The larger the inline array is the more data needs to be copied, which results in the additional performance penalty. When the argument is passed by reference, only the reference needs to be copied which is 8 bytes compared to the 256 * 4 bytes. The Span<T> is a reference to a continuous array of memory, in this case a reference to the inline array. The performance difference between the by ref and span based solution comes from the way the FindX method indexes into the array. The by ref solution internally also uses a Span, hence to overhead.
When the size of the inline array is reduced to four items, the same performance benchmark comes head-to-head as the copy operation only needs to copy 16 bytes of data. In this case the CLR can choose to use vector registers backing the data of the inline array.
Benchmarking the Large types with 4 items length:
|          Method |      Mean |     Error |    StdDev |    Median |
|---------------- |----------:|----------:|----------:|----------:|
|     InlineArray | 0.1433 ns | 0.0159 ns | 0.0149 ns | 0.1448 ns |
|  InlineArrayRef | 0.0078 ns | 0.0067 ns | 0.0062 ns | 0.0056 ns |
| InlineArraySpan | 0.1231 ns | 0.0060 ns | 0.0056 ns | 0.1248 ns |

Gaining Performance

In a second example real-time market data updates are processed. Market data updates are sent by exchanges. For the sake of this example, the market data update contains 5 properties. The symbol is the name of a product, this would be typically a few letters abbreviation of a traded company or a derivative. Ask Price and Bid Price published by sellers and buyers; Mid Price is the average of ask and bid prices; Last Price is the price at which the last trade occurred. Such data could be encapsulated by MarketDataUpdateVanilla class.
public class MarketDataUpdateVanilla
{
    public required string Symbol { get; init; }
    public double AskPrice { get; set; }
    public double BidPrice { get; set; }
    public double MidPrice { get; set; }
    public double LastPrice { get; set; }
}
Let's assume the prices are published in cents by a server onto a pub-sub. End-user client applications may subscribe to these market data updates, so they can show the most recent prices of stocks to the user. Some users may prefer that the client applications display prices in cents, some may prefer to have the cents separated by a decimal point. Each user may set a user preference indicating their preferred quantifier. For example, a bid price of the value 1000 can be displayed as 10.00 for one user and as 1000 to another user.

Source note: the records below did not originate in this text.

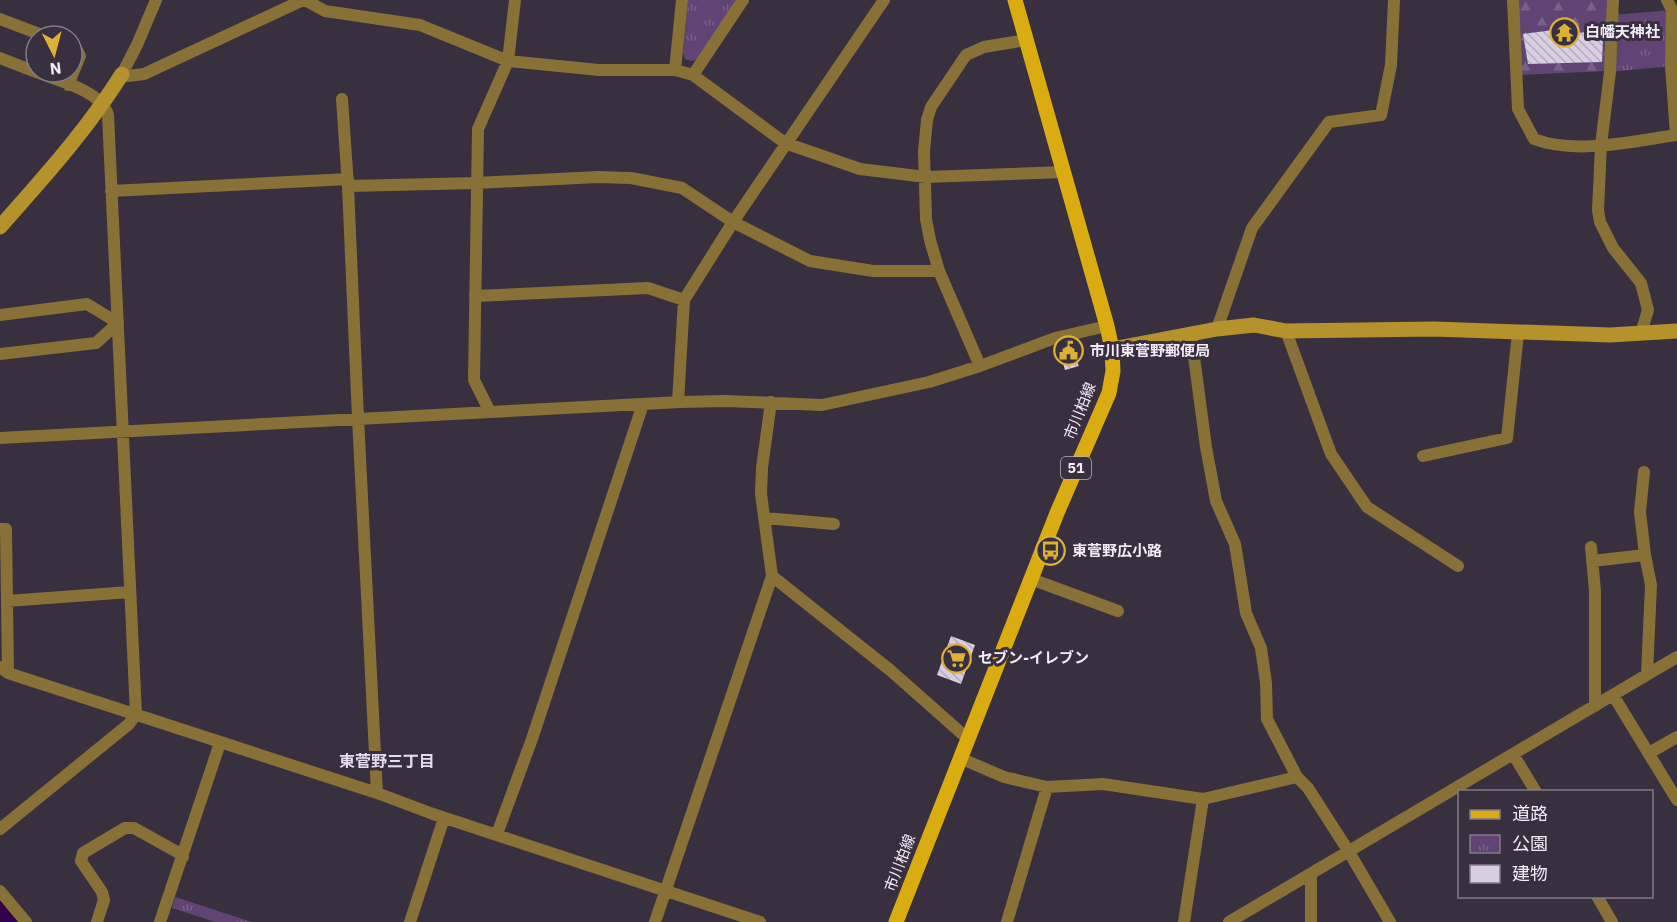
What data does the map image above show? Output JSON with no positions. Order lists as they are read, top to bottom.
{
  "streets": {
    "main road": ["市川柏線", "51"]
  },
  "districts": ["東菅野三丁目"],
  "places": {
    "temple": ["白幡天神社"],
    "public building": ["市川東菅野郵便局"],
    "bus stop": ["東菅野広小路"],
    "supermarket": ["セブン-イレブン"]
  },
  "legend": ["道路", "公園", "建物"],
  "north": "bottom"
}
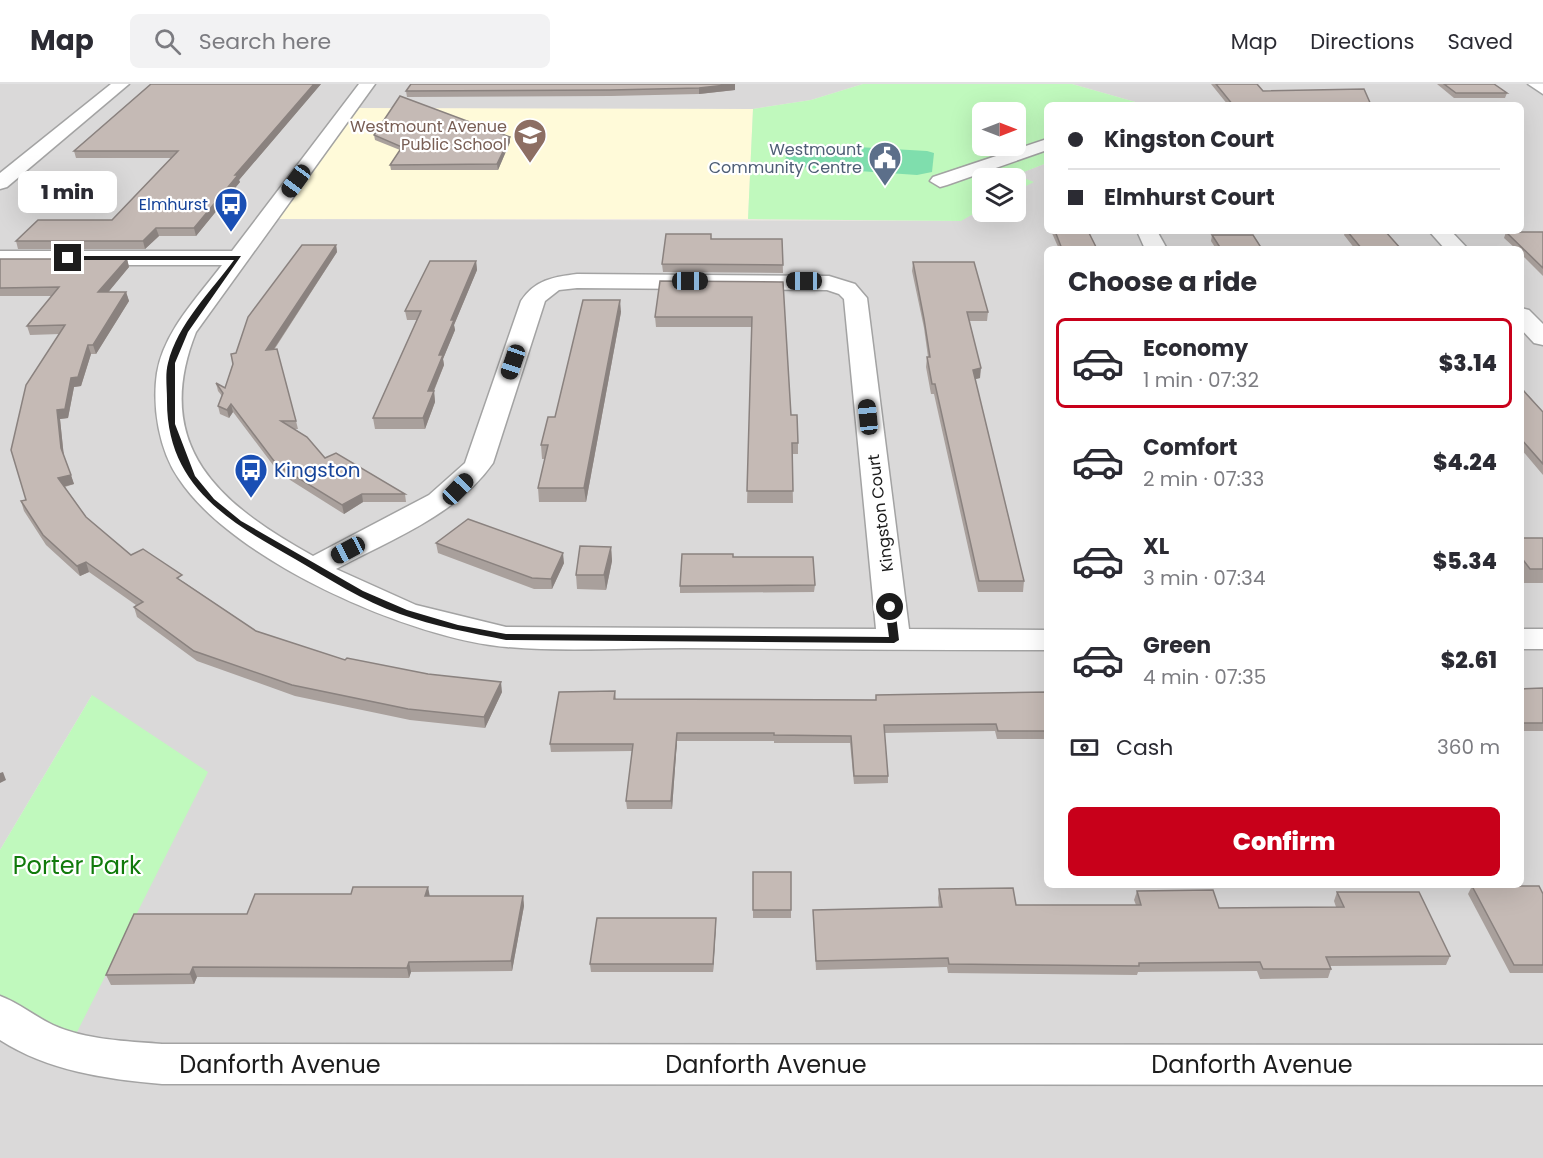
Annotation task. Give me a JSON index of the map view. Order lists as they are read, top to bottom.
{
  "streets": {
    "street": ["Kingston Court", "Danforth Avenue"]
  },
  "parks": ["Porter Park"],
  "places": {
    "school or university": ["Westmount Avenue Public School"],
    "public building": ["Westmount Community Centre"],
    "bus stop": ["Elmhurst", "Kingston"]
  },
  "north": "right",
  "page": {
    "header": "Map",
    "search": "Search here",
    "nav": ["Map", "Directions", "Saved"],
    "banner": ["Kingston Court", "Elmhurst Court"],
    "bubble": "1 min",
    "heading": "Choose a ride",
    "list": [
      {
        "name": "Economy",
        "note": "1 min · 07:32",
        "value": "$3.14"
      },
      {
        "name": "Comfort",
        "note": "2 min · 07:33",
        "value": "$4.24"
      },
      {
        "name": "XL",
        "note": "3 min · 07:34",
        "value": "$5.34"
      },
      {
        "name": "Green",
        "note": "4 min · 07:35",
        "value": "$2.61"
      }
    ],
    "pay": ["Cash", "360 m"],
    "buttons": "Confirm"
  }
}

Price updates are published by an exchange to pub-sub. Client applications process the available updates, ever so often so that a human end-user may read the current price value, typically every 200 milliseconds. The client applications read a collection of market data updates from the pub-sub with this given frequency. Before displaying the prices to the user, the application needs to process each market data update and adjust it with the user's preferred quantifier. A typical implementation could be:
foreach (var item in VanillaUpdates)
{
    item.AskPrice = item.AskPrice / Quantifier;
    item.BidPrice = item.BidPrice / Quantifier;
    item.MidPrice = item.MidPrice / Quantifier;
    item.LastPrice = item.LastPrice / Quantifier;
}
In this blog post I will explore 2 further representations of the same market data update using arrays and inline arrays. Then I will compare them from memory allocation and mean execution time standpoints.

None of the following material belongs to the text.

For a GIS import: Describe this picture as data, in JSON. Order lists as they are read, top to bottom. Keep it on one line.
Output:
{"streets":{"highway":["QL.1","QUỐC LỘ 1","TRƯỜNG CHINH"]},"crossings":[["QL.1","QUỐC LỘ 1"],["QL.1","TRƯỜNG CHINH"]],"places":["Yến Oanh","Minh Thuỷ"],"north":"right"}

A developer may decide to display the same market data update in a class as MarketDataUpdateArray using arrays:
public class MarketDataUpdateArray
{
    public required string Symbol { get; init; }
    public double[] Prices = new double[4];
    public double AskPrice { get => Prices[0]; set => Prices[0] = value; }
    public double BidPrice { get => Prices[1]; set => Prices[1] = value; }
    public double MidPrice { get => Prices[2]; set => Prices[2] = value; }
    public double LastPrice { get => Prices[3]; set => Prices[3] = value; }
}
The key advantage of this type is that a developer may process the updates of the array with loop:
foreach (var item in ArrayUpdates)
{
    for (int i = 0; i < item.Prices.Length; i++)

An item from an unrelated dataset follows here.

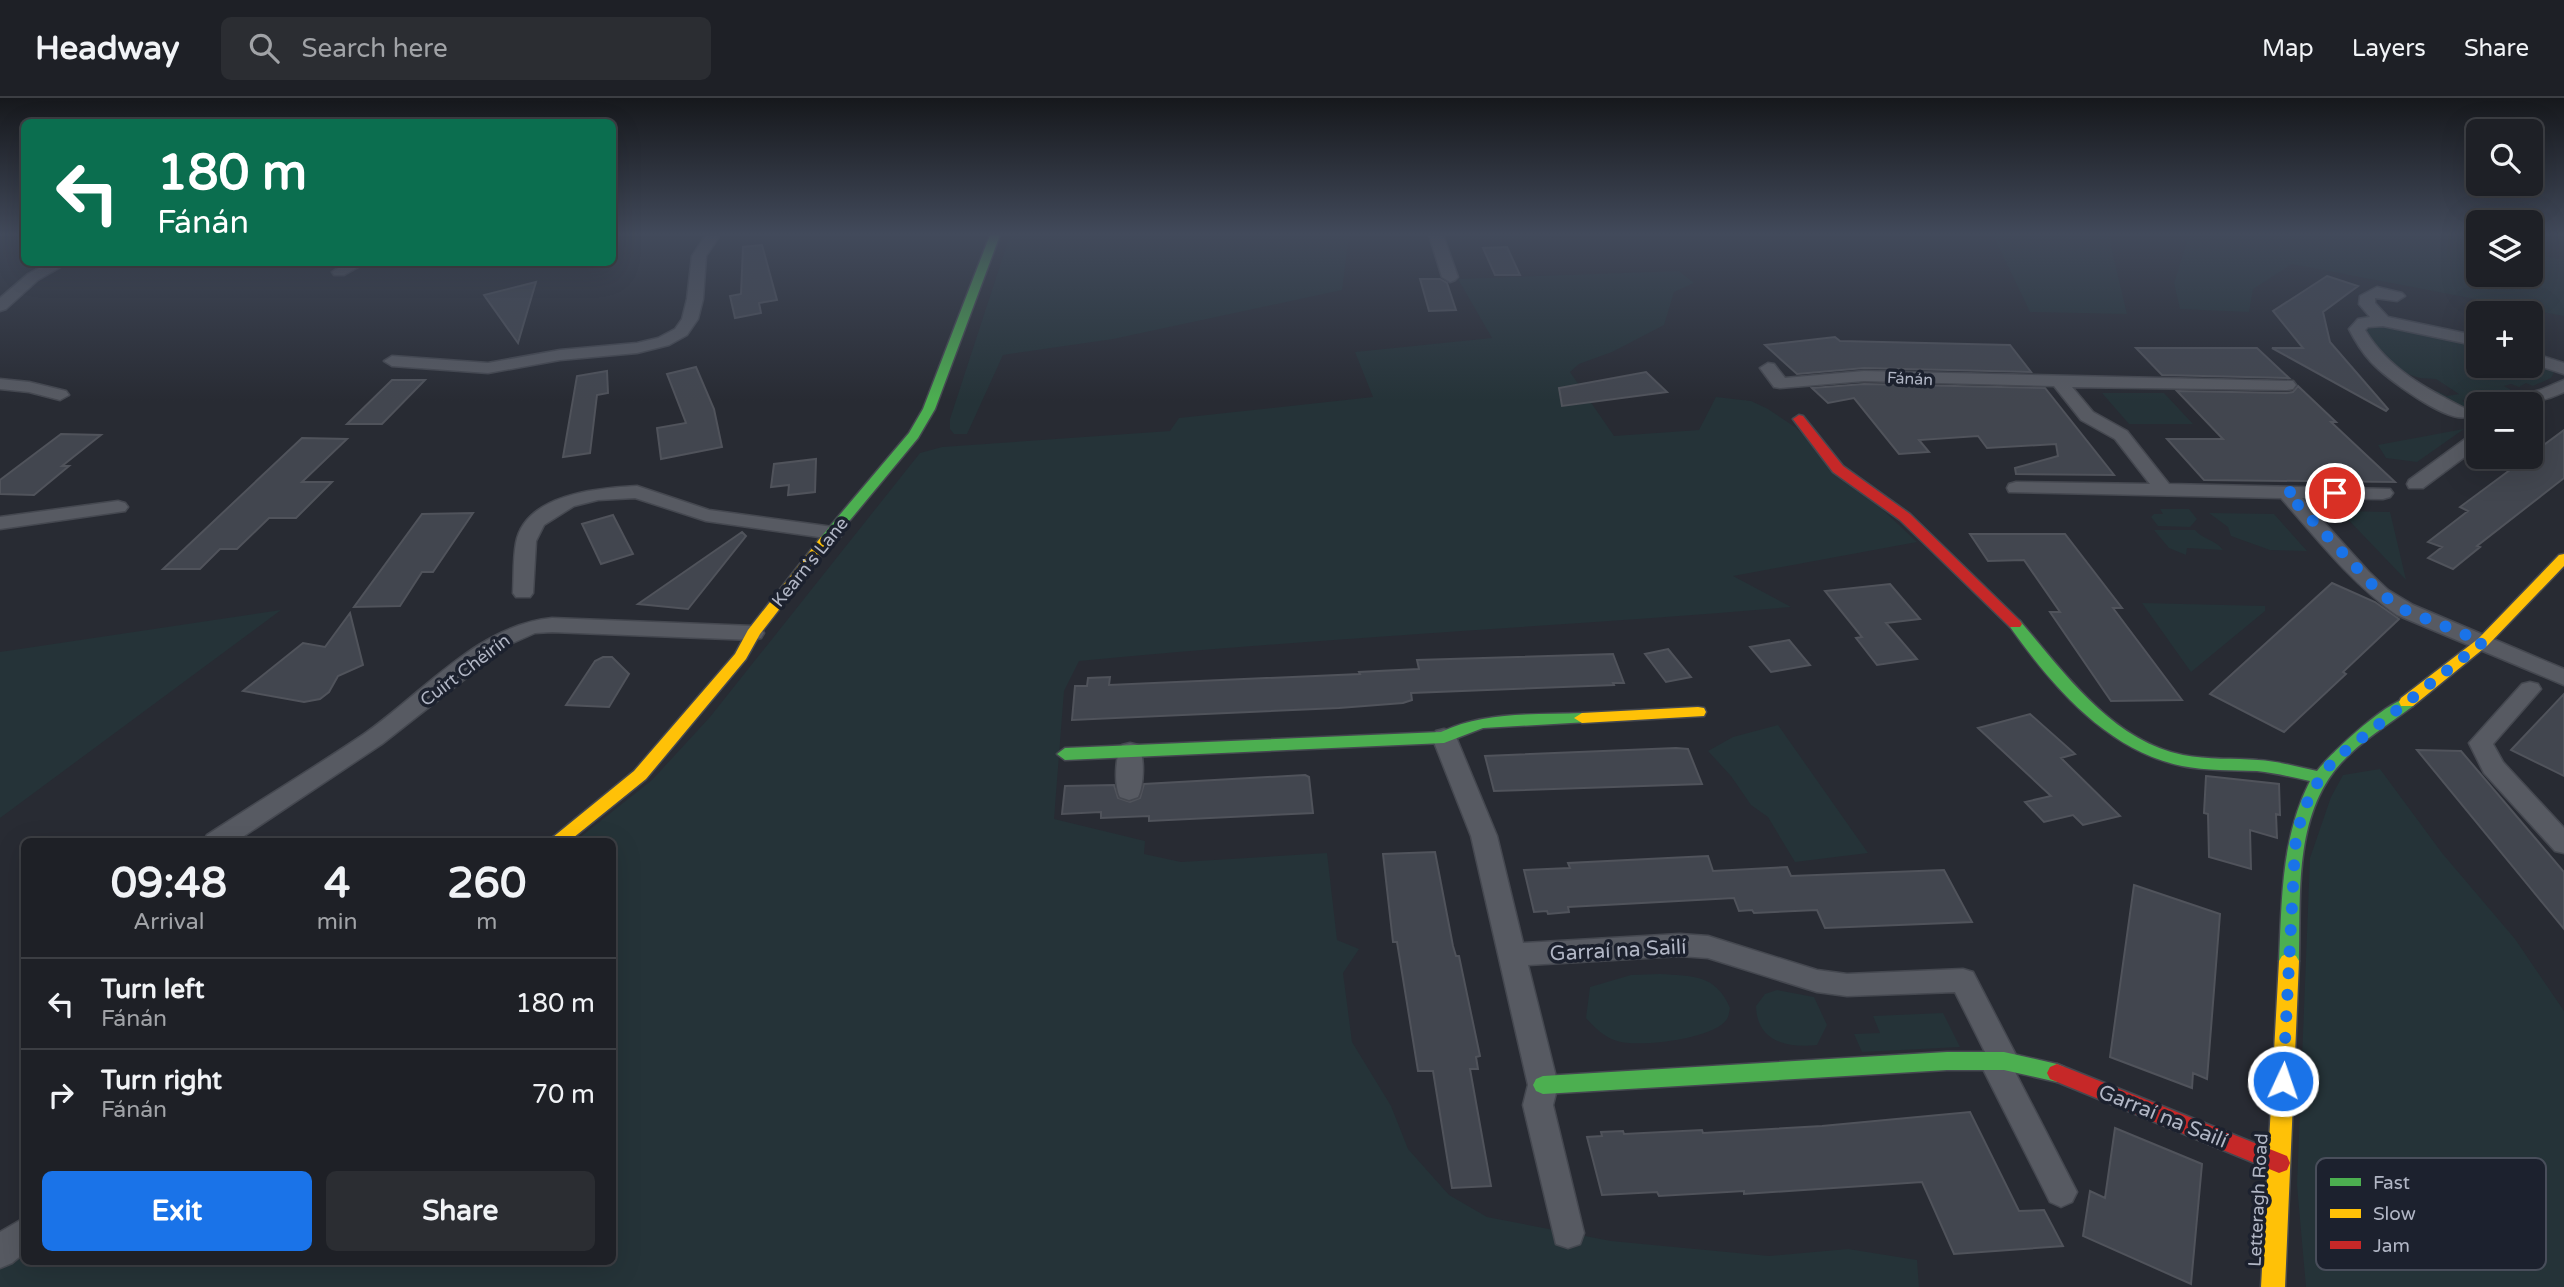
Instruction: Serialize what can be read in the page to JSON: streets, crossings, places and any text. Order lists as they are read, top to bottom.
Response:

        item.Prices[i] = item.Prices[i] / Quantifier;
}
There are pros and cons for this implementation. While it is simpler to implement and maintain the processing of messages, a single update allocates 3 objects on the heap. One object is allocated for an instance of MarketDataUpdateArray, one for the array of prices and one for string symbol. Excluding the string Symbol property, this update allocates 88 bytes compared to the previous implementation of 56 bytes on x64 architecture.
Finally, a developer may choose to represent the market data update with the help of an inline array:
[System.Runtime.CompilerServices.InlineArray(4)]
public struct Quartet<T>
{
    private T _element0;
}

public class MarketDataUpdateQuartet
{
    public required string Symbol { get; init; }
    public Quartet<double> Prices;
    public double AskPrice { get => Prices[0]; set => Prices[0] = value; }
    public double BidPrice { get => Prices[1]; set => Prices[1] = value; }
    public double MidPrice { get => Prices[2]; set => Prices[2] = value; }
    public double LastPrice { get => Prices[3]; set => Prices[3] = value; }
}
The key difference is that this solution uses Quartet<double> instead of a double[] for representing the prices. This quartet is not allocated as a separate object, but it is in-lined with the memory allocation of an MarketDataUpdateQuartet object. Hence, this object also consumes 56 bytes on the heap.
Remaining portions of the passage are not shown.